## Exercise directions
From the entries below, copy every line that holds the word "polygon".

=== Dataset records ===

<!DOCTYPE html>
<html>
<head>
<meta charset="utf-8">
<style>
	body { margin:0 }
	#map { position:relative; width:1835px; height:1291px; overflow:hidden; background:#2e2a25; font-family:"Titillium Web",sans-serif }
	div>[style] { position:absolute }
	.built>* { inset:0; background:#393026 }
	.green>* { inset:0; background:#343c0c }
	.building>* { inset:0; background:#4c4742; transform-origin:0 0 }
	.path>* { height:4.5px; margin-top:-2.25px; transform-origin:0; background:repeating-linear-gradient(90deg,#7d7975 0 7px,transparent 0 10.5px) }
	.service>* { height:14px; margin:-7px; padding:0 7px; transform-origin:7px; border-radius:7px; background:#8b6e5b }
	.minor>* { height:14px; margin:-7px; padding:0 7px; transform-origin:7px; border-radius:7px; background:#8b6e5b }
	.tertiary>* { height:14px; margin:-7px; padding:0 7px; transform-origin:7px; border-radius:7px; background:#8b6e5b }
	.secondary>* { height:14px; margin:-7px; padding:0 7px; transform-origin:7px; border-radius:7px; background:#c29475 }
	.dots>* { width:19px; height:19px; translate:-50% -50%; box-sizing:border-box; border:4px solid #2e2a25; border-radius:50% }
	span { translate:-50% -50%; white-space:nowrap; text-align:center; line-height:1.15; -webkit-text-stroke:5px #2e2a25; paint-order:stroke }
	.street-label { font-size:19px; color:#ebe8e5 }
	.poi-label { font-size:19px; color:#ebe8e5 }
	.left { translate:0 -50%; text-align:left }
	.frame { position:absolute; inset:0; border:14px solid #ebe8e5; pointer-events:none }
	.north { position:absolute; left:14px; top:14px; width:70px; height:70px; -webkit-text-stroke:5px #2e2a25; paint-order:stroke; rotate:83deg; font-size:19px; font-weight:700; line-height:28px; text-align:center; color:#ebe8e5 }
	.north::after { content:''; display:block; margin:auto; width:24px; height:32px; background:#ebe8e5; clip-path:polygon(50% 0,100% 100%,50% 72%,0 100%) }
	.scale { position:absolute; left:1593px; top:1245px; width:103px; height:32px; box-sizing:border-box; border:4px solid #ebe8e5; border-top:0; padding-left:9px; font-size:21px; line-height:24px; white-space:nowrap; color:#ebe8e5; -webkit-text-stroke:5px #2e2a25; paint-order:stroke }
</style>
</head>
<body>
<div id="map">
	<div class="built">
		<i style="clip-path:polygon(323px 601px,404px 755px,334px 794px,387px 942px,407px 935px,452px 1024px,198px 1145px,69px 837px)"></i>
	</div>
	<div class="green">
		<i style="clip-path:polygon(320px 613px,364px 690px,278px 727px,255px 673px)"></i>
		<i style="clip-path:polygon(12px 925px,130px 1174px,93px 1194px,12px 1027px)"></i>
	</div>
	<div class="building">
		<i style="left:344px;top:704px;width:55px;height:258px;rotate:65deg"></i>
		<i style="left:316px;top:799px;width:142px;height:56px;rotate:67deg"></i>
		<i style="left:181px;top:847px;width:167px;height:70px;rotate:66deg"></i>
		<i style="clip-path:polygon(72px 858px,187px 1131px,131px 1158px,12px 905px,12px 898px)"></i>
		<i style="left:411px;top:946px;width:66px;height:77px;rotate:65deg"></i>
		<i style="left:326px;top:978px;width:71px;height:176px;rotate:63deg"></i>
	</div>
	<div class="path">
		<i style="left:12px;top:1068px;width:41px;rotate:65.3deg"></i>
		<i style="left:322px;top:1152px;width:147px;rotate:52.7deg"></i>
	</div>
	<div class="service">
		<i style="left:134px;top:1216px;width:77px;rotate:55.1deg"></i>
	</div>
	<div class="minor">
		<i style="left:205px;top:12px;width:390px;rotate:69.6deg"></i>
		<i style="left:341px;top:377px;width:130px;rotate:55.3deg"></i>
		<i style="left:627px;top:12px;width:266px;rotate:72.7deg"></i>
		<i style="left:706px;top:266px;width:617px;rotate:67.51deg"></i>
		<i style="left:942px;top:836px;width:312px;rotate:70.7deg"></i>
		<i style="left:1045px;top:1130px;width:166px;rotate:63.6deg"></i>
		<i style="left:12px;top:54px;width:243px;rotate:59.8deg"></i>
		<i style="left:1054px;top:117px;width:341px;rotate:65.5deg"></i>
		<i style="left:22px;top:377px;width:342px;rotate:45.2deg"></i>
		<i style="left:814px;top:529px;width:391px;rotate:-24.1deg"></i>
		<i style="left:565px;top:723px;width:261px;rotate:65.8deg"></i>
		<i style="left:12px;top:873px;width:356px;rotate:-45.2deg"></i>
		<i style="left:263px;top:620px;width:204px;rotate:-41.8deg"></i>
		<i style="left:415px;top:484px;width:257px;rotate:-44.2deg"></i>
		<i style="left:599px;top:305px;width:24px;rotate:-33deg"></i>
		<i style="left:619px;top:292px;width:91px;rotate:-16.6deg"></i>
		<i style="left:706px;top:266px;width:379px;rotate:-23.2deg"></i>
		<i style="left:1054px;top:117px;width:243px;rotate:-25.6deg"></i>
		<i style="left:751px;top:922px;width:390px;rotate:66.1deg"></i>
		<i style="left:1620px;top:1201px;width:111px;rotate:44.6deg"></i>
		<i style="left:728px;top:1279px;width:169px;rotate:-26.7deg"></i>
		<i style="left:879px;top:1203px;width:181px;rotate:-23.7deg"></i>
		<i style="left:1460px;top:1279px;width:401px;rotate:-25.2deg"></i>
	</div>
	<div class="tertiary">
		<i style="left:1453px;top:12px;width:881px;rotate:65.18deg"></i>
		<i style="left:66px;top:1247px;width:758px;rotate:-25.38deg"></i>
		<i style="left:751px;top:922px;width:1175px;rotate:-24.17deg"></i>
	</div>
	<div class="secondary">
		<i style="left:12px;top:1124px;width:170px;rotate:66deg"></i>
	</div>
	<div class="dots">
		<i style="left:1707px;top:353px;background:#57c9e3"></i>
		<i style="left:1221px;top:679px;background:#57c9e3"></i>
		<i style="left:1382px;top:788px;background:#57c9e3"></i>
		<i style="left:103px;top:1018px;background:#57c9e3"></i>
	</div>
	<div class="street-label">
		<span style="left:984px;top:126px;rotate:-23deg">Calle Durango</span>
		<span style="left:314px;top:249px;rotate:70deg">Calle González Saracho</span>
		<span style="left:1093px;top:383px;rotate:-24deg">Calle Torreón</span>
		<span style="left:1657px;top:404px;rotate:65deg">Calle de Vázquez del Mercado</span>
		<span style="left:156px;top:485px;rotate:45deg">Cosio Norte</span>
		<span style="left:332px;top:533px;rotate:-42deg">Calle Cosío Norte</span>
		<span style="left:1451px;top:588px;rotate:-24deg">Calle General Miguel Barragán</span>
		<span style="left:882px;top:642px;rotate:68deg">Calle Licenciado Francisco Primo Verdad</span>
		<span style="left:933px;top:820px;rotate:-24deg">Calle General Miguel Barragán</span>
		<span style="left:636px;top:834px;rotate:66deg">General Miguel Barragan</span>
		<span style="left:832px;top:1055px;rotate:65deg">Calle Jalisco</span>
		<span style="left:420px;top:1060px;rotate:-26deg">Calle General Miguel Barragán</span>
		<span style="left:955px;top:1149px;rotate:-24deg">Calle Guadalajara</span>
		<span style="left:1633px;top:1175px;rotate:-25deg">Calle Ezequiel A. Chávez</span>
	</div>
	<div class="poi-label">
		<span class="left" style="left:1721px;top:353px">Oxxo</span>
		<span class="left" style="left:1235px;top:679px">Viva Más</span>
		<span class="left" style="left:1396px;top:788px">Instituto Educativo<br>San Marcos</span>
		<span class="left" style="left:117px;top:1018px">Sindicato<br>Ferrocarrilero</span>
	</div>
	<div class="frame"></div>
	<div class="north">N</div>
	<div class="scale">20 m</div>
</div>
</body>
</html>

===

## Solved problem
	.north::after { content:''; display:block; margin:auto; width:24px; height:32px; background:#ebe8e5; clip-path:polygon(50% 0,100% 100%,50% 72%,0 100%) }
		<i style="clip-path:polygon(323px 601px,404px 755px,334px 794px,387px 942px,407px 935px,452px 1024px,198px 1145px,69px 837px)"></i>
		<i style="clip-path:polygon(320px 613px,364px 690px,278px 727px,255px 673px)"></i>
		<i style="clip-path:polygon(12px 925px,130px 1174px,93px 1194px,12px 1027px)"></i>
		<i style="clip-path:polygon(72px 858px,187px 1131px,131px 1158px,12px 905px,12px 898px)"></i>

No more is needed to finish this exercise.